Only batches of spatial targets supported (non-empty 3D tensors) but got targets of size: : [1, 1, 256, 256]

The procedure looks correct.
I would recommend to try to overfit a small data sample (e.g. just 10 data samples) to verify the training procedure does not contain any hidden errors.

I just did a 5 epochs. I have about 250 images.
I’m a bit confused now. The shape of my outputs from the model is torch.Size([5, 4, 224, 224]). Batch size is 5 and there are 4 masks.

Now to get the prediction how do I combine these 4 separate outputs to a single mask ?

pred = torch.argmax(output, 1) would give you the predicted class indices, which you could then pass to your mapping to get the corresponding colors.

Thank you. This makes sense to use index with the class for mapping!

@ptrblck, turns out my masks weren’t binary images. So what I did was I changed the pixel value to class value wherever there was a non-zero value. Here 2 is one of the classes.

m2 = Image.open(m2_name)
m2 = np.asarray(m2)
m2 = np.where(m2>0, 2, m2)
m2_tensor = self.to_tensor(m2)

Is this a right approach ?

Hello @ptrblck, Thank you. I also faced the same problem and found your solution.
However, my code showing some creepy characters. Like, when I am writing this code,

def validation_step(self, batch, batch_nb):
         x, y = batch
        print(x.size())
        print(y.size())
        y_hat = self.forward(x)
        y = y.squeeze(axis = 1)
        print(y.size())

does not print and work for y = y.squeeze(axis = 1)

But, when I am changing a little bit, like, storing the value in another tensor it showed and worked.

y_label = y.squeeze(axis = 1)

Could you tell me, why the code is not working for the first one y = y.squeeze(axis = 1)?

I don’t know, why this should be the case.
Could you post an executable code snippet, which shows this behavior?

Thank you for your comment. I am not sure, what actually executable code snippet!

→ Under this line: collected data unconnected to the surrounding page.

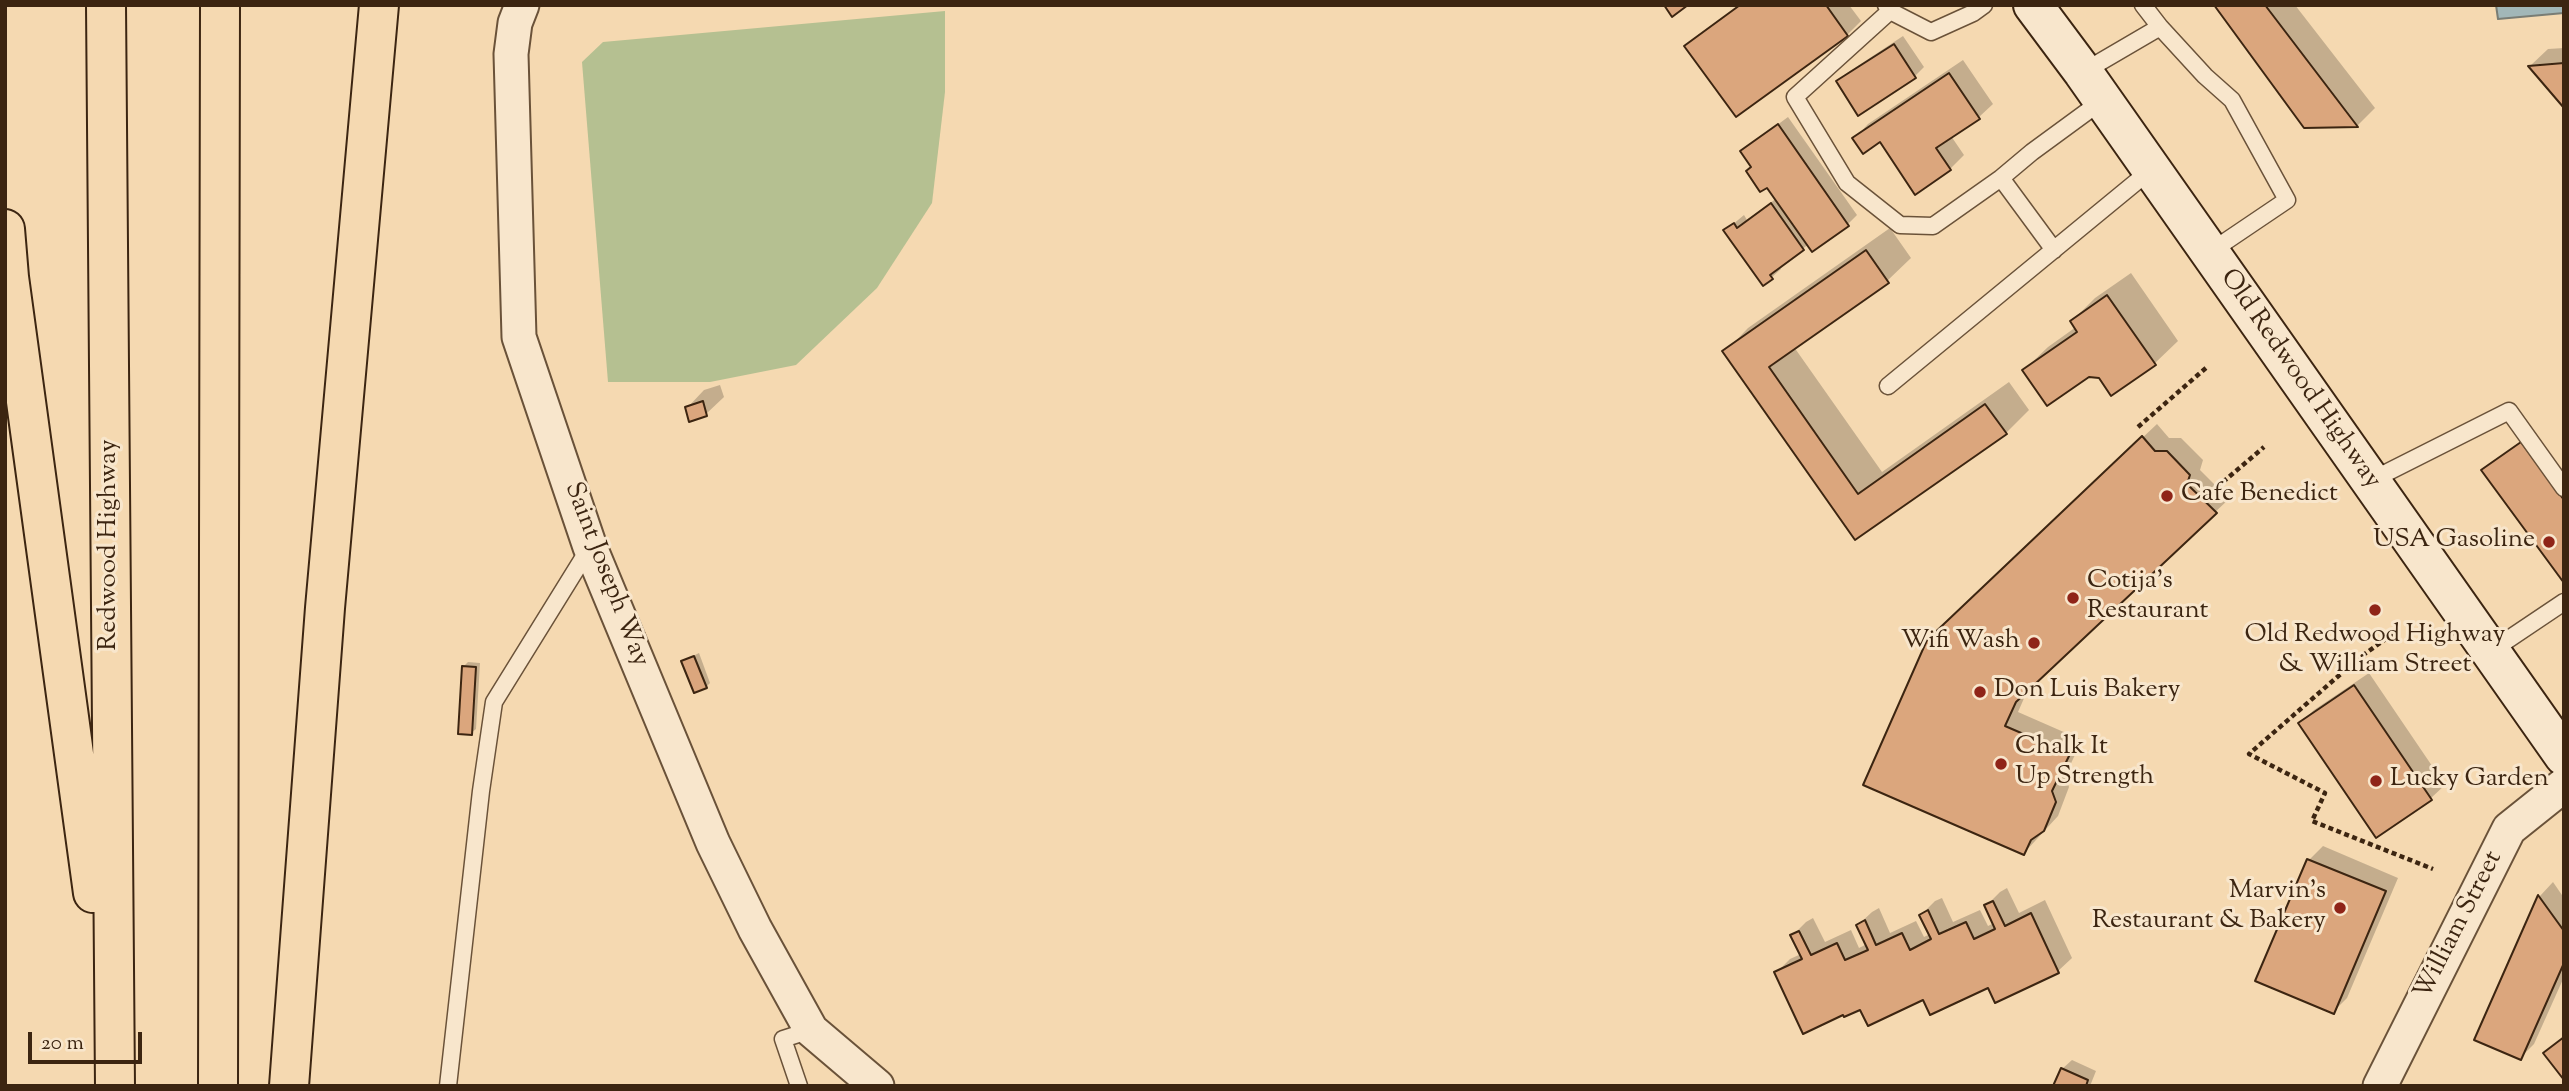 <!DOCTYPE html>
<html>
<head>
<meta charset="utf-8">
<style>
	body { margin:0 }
	#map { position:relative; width:2569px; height:1091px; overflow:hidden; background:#f5d9b1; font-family:"Sorts Mill Goudy",serif }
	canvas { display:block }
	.frame { position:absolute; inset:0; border:7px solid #3c2511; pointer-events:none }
	.scale { position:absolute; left:28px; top:1032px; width:114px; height:32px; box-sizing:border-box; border:4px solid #3c2511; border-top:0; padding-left:9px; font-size:21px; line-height:24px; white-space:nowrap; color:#3c2511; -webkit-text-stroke:5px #f8e6cc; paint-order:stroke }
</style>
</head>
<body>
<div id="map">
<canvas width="2569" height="1091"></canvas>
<div class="frame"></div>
<div class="scale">20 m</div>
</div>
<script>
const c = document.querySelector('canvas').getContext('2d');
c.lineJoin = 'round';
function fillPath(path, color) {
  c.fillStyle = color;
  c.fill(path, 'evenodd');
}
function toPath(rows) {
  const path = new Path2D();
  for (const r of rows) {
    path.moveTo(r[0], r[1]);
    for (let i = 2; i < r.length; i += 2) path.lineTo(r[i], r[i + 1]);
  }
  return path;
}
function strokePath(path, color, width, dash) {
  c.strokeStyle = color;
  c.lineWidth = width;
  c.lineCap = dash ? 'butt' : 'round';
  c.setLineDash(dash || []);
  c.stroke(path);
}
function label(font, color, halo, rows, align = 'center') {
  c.font = font + ' "Sorts Mill Goudy",serif';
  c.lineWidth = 6;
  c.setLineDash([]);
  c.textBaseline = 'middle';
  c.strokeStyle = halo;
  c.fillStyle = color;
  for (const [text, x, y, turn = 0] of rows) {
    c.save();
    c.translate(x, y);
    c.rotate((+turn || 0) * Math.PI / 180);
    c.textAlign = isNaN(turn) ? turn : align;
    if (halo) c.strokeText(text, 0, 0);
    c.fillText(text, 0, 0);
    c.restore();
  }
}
const green = toPath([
	[945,11,945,92,932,203,877,288,796,365,710,382,608,382,582,62,603,42]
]);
const water = toPath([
	[2496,5,2564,5,2564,13,2498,19,2496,5]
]);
const shadow = toPath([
	[1743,5,1849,5,1861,21,1847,35,1736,115,1686,46,1699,34,1699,37],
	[2216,5,2295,5,2375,108,2358,125,2305,126],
	[1903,36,1924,67,1915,76,1859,113,1838,82,1847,73],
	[2564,48,2564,105,2530,66,2548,49],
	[1963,60,1993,104,1979,117,1951,136,1964,155,1950,169,1916,192,1880,140,1855,138,1868,124],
	[1788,117,1857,215,1848,224,1809,244,1779,266,1781,269,1771,278,1726,230,1744,215,1747,220,1777,198,1742,151],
	[1890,228,1911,258,1887,281,1794,347,1882,472,2009,382,2029,410,2006,433,1856,538,1725,352,1748,328],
	[2131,273,2178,341,2154,364,2100,376,2024,370,2048,347,2076,327,2072,321,2095,298],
	[720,385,724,397,706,414,687,408,704,390],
	[2157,424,2169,438,2181,438,2203,460,2200,470,2229,499,2029,687,2018,712,2082,740,2065,776,2069,787,2058,816,2024,853,1943,626],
	[699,653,710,683,706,687,683,661],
	[468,662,480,663,476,729,471,733,464,666],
	[2369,673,2445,785,2431,798,2300,723,2314,710],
	[2323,846,2398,878,2347,998,2333,1012,2257,980,2309,860],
	[2553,882,2564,898,2564,977,2534,1044,2520,1058,2477,1039,2540,896],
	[2007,888,2019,913,2045,900,2072,958,2058,971,1861,1007,1776,973,1790,959,1801,954,1793,935,1806,922,1813,918,1825,942,1851,930,1859,948,1867,944,1858,925,1872,912,1879,908,1890,933,1916,921,1924,937,1930,934,1921,915,1935,901,1942,898,1953,922,1980,910,1988,926,1994,923,1986,906,2000,892],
	[2072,1060,2096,1071,2090,1086,2055,1086,2062,1069]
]);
const building = toPath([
	[1664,5,1688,5,1672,17,1664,5],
	[1740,5,1826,5,1848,36,1736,117,1684,46,1740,5],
	[2214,5,2265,5,2358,127,2304,128,2214,5],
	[1894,44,1916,78,1858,116,1836,81,1894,44],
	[2564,63,2564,108,2528,66,2564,63],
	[1949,73,1980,119,1936,148,1951,170,1915,195,1880,142,1863,154,1852,138,1949,73],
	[1778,124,1849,226,1812,252,1767,188,1760,192,1746,171,1751,167,1740,151,1778,124],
	[1771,203,1804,250,1770,275,1773,279,1763,286,1723,230,1734,223,1737,228,1771,203],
	[1866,250,1889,283,1769,367,1858,494,1985,404,2007,434,1855,540,1722,351,1866,250],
	[2107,295,2156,365,2111,396,2099,378,2089,377,2047,406,2022,370,2077,332,2070,321,2107,295],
	[703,401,707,416,689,422,685,407,703,401],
	[2142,436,2155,451,2167,451,2190,475,2187,484,2217,513,2016,702,2005,726,2070,754,2052,791,2056,802,2044,831,2031,840,2024,855,1863,785,1927,640,2142,436],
	[2521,442,2564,500,2564,583,2481,470,2521,442],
	[694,656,707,688,694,693,681,661,694,656],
	[462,666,476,667,472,735,458,734,462,666],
	[2354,685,2432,800,2376,838,2298,723,2354,685],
	[2307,859,2386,891,2334,1014,2255,981,2307,859],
	[2538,895,2564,931,2564,963,2521,1060,2474,1040,2538,895],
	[1993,901,2005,926,2031,913,2059,973,1995,1003,1988,988,1930,1015,1923,1000,1868,1026,1860,1010,1844,1017,1843,1015,1803,1034,1774,972,1802,959,1790,935,1799,931,1811,955,1837,943,1845,960,1868,950,1856,925,1865,920,1876,945,1902,933,1910,950,1931,939,1919,915,1928,910,1939,934,1966,922,1974,939,1995,929,1984,905,1993,901],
	[2564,1037,2564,1080,2543,1053,2564,1037],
	[2061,1068,2088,1080,2086,1086,2053,1086,2061,1068]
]);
const path = toPath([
	[2138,427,2207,367],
	[2210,493,2264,447],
	[2394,633,2359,658,2249,754,2325,793,2312,821,2433,869]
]);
const service = toPath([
	[1886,5,1890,11,1931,32,1973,13,1984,5],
	[1890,11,1795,97,1847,183,1900,225,1933,226,2001,178],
	[2160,27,2205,76,2232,100,2287,200,2210,252],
	[2083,72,2160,27,2143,5],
	[2054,250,2001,178,2032,152,2103,100],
	[1888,386,2152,169],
	[2370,481,2509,411,2564,488],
	[2491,651,2564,602],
	[448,1086,481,791,494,702,590,547],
	[799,1086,783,1039,811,1030]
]);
const minor = toPath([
	[522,5,515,23,511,54,519,337,590,547,713,843,755,929,811,1030,877,1086],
	[2380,1086,2509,829,2564,785]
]);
const secondary = toPath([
	[2033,5,2083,72,2564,756]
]);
const motorway = toPath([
	[106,5,115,1086],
	[5,229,9,277,93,893],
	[218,1086,220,5],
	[289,1086,325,608,379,5]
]);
const markers = [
	[2167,496,7,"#8f2418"],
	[2549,542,7,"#8f2418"],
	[2073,598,7,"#8f2418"],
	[2375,610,7,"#8f2418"],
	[2034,643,7,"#8f2418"],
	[1980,692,7,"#8f2418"],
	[2001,764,7,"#8f2418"],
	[2376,781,7,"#8f2418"],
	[2340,908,7,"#8f2418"]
];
const streetNames = [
	["Old Redwood Highway",2299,380,55],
	["Redwood Highway",111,545,-90],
	["Saint Joseph Way",605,575,69],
	["William Street",2460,926,-63]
];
const poiNames = [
	["Cafe Benedict",2181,496],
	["USA Gasoline",2535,542,"right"],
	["Cotija's",2087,583],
	["Restaurant",2087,613],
	["Old Redwood Highway",2375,637,"center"],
	["& William Street",2375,667,"center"],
	["Wifi Wash",2020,643,"right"],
	["Don Luis Bakery",1994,692],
	["Chalk It",2015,749],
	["Up Strength",2015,779],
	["Lucky Garden",2390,781],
	["Marvin's",2326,893,"right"],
	["Restaurant & Bakery",2326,923,"right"]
];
fillPath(green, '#b5c091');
fillPath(water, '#a2b7b8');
strokePath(water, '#797d75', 2);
fillPath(shadow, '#0003');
fillPath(building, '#dba67d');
strokePath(building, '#3c2511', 2);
strokePath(service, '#6a5239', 19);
strokePath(minor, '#6a5239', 37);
strokePath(secondary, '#3c2511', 42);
strokePath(motorway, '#3c2511', 42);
strokePath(path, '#3c2511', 4.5, [5, 3.5]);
strokePath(service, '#f8e6cc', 16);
strokePath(minor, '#f8e6cc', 33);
strokePath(secondary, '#f8e6cc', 38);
strokePath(motorway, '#f5d9b1', 38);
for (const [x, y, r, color] of markers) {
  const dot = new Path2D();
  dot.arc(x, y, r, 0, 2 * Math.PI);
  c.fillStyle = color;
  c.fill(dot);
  strokePath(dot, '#f8e6cc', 2.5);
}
label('26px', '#3c2511', '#f8e6cc', streetNames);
label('26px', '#3c2511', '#f8e6cc', poiNames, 'left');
</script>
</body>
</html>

I gave a post regarding this issue in here.

Let me know your thoughts.

@ptrblck Hey! I am training UNET and I got the same error above. I tried your torch.squeeze(1) and it gave me another error IndexError: Target -2 is out of bounds. and its coming from my loss function. Here is my loss function and training step:

class LogNLLLoss(_WeightedLoss):
    _constants_ = ['weight', 'reduction', 'ignore_index']

    def __init__(self, weight=None, size_average=None, reduce=None, reduction=None,
                 ignore_index=-100):
        super(LogNLLLoss, self).__init__(weight, size_average, reduce, reduction)
        self.ignore_index = ignore_index

    def forward(self, y_input, y_target):
        y_input = torch.log(y_input + EPSILON)
        return cross_entropy(y_input, y_target, weight=self.weight,
                             ignore_index=self.ignore_index)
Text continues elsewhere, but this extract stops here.